西暦2666年現在、魔法を扱えない者はほとんどいないが、特に扱いに長けた者達のことを人々は畏敬の念を込めて、こう呼んだ。
【魔導師】と。
――此処はIMRO第3試験棟2F会議室。
前回行った試験番号146から既に3日が経過し、新たな試験に向けて、ティエラを始めとする各部門の班長12名が集められていた。
途中何度か休憩を挟み、特に誰が案を出すでもなく完全に停滞している室内は、既に会議開始から凡そ8時間もの時が経過していた。
「あ~無駄無駄~! だーれもまともに意見なんか出さないじゃな~い」
「そんなこと言うならティエラが出せばいいネ。

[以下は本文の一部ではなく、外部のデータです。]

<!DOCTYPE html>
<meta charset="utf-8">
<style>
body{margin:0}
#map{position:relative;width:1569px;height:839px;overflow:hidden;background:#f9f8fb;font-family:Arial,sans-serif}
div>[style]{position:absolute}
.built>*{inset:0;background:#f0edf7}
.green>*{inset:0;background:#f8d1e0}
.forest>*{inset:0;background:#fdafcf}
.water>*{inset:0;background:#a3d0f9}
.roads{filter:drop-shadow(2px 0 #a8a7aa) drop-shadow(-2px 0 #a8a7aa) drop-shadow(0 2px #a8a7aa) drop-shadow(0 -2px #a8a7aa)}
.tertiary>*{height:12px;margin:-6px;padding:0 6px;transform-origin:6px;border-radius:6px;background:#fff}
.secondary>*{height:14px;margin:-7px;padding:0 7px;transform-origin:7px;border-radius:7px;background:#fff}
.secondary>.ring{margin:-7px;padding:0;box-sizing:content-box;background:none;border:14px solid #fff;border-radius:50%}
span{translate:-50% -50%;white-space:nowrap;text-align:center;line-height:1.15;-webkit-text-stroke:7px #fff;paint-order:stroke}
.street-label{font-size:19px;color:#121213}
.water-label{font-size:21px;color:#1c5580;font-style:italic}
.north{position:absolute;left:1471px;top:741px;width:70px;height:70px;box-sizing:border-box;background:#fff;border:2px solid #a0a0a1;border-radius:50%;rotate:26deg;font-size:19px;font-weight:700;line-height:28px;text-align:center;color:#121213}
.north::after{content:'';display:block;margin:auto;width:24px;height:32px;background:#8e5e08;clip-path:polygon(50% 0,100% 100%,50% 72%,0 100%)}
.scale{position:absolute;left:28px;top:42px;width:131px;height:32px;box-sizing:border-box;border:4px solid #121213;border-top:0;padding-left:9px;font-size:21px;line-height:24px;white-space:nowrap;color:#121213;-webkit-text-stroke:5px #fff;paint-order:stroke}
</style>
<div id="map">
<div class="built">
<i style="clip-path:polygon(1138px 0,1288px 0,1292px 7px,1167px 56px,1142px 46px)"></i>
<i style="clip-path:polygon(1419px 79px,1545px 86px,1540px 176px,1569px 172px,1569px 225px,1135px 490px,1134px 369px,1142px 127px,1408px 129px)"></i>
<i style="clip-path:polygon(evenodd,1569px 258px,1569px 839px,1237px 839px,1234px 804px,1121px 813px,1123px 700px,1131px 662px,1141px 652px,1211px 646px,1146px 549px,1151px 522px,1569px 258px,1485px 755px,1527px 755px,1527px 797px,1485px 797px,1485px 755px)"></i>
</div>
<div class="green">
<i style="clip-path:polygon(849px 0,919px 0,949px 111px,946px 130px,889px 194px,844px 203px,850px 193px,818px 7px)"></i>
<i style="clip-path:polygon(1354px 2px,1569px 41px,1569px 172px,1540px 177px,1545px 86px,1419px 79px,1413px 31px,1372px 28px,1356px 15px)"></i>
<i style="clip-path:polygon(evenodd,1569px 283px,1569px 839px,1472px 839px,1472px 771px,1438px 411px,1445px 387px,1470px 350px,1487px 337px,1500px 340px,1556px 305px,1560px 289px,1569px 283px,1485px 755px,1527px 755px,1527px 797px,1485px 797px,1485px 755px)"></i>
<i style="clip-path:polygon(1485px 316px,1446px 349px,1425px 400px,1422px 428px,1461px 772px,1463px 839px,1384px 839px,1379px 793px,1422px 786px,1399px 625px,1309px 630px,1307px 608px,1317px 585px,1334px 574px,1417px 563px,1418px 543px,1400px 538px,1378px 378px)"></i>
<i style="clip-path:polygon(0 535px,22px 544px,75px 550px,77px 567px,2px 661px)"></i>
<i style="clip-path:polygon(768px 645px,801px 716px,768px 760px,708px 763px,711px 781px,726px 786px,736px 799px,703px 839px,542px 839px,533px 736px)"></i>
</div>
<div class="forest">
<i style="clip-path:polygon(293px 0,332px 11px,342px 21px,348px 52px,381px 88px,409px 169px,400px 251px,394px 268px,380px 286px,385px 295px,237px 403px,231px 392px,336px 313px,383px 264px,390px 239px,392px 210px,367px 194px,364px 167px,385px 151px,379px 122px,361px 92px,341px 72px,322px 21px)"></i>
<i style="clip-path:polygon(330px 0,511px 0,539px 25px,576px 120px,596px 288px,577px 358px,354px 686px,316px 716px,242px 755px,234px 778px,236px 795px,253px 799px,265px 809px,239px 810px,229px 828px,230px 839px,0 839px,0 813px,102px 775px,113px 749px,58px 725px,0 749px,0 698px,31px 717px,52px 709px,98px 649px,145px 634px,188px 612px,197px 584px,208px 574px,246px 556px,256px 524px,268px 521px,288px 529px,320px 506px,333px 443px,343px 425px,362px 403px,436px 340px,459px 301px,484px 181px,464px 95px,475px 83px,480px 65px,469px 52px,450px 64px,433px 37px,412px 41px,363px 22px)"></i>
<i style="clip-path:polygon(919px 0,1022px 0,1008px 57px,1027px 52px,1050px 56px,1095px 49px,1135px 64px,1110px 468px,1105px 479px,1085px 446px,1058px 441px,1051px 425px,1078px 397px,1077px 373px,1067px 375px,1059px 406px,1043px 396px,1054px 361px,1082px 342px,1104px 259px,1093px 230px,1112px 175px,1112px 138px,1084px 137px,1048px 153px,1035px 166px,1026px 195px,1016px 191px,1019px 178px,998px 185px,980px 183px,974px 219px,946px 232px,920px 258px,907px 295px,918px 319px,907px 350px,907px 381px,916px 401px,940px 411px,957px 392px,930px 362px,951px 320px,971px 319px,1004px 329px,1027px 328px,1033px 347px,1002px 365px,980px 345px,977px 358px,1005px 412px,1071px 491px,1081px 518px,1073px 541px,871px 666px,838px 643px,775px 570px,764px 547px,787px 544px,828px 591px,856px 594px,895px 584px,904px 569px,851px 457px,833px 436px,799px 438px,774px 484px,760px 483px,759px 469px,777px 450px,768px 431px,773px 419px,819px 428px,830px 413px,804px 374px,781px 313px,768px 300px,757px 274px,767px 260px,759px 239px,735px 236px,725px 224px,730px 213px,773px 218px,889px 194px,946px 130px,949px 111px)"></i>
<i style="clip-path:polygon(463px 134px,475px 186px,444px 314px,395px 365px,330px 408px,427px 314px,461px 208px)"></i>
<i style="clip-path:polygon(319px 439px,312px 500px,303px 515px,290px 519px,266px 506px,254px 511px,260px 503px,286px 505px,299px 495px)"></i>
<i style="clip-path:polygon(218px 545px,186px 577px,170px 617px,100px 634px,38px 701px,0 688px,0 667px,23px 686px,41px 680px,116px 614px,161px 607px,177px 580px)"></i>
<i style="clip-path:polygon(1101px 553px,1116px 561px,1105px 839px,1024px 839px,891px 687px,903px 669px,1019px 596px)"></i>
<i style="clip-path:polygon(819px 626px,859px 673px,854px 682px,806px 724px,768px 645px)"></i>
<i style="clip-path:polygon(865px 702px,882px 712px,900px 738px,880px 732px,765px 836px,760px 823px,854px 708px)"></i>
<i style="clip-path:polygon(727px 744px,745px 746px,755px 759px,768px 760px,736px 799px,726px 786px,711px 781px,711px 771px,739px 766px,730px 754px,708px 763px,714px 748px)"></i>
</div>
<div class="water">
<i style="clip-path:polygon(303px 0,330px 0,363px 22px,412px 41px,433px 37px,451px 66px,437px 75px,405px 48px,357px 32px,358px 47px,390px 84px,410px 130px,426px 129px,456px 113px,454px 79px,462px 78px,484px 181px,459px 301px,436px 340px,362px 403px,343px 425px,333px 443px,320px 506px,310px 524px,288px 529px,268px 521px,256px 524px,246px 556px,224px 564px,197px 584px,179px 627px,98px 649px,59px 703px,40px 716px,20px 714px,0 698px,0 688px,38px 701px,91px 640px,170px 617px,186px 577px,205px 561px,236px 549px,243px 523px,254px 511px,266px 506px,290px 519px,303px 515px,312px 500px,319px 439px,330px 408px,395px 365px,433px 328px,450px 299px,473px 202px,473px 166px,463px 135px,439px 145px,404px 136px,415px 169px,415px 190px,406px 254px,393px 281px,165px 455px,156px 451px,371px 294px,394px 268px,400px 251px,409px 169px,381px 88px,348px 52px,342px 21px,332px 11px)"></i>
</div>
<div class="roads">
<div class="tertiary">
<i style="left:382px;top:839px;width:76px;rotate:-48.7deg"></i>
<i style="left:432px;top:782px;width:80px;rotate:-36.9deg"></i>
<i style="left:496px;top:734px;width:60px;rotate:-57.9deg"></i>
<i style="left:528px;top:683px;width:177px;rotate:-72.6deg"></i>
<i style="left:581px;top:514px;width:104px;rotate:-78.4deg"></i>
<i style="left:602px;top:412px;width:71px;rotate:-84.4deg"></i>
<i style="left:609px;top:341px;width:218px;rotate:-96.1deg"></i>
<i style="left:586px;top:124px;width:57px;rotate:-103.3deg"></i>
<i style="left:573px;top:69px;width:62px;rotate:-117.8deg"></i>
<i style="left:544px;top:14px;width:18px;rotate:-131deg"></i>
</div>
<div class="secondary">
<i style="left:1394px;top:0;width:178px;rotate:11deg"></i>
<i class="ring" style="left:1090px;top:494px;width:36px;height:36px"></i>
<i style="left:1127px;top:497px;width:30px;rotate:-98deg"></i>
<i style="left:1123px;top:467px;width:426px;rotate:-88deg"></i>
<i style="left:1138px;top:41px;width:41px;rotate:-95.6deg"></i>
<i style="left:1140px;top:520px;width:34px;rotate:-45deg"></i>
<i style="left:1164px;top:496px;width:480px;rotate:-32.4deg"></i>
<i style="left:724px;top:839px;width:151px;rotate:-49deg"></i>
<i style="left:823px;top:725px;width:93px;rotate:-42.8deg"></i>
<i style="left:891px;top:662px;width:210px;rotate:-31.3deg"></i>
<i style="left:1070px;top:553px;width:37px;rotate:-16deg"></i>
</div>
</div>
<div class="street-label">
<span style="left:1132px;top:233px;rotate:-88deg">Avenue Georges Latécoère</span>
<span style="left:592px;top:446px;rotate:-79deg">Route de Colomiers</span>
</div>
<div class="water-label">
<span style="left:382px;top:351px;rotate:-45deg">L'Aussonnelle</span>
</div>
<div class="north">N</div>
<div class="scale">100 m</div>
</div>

私はいい加減お尻が痛くなってきたヨ」
「そうよね~。あ~あ、誰かいないかな~閃きの天才」
少なくともここに集っている者達は、俗に言う天才の中でも特に能力の高い者達である。
そんな彼等だが、ティエラとノアのこの様な会話にも、もはや耳を傾ける者は誰1人としていない。それぐらいには煮詰まっている状態だ。
「カイン、あんた今絶対ゲームしてるでしょ」
「もちろんしてないよ。あ、それと僕には構わないで」
「構わないでってどういうことよ」
「無駄なんだよ、会議なんて」
「んなことはわかってんのよ、せめて目開けて喋りなさいよ、腹立つわね」
この会議室は中央にU型のテーブルが置かれ、全員が中央の大モニターを眺め易い様に設計されている。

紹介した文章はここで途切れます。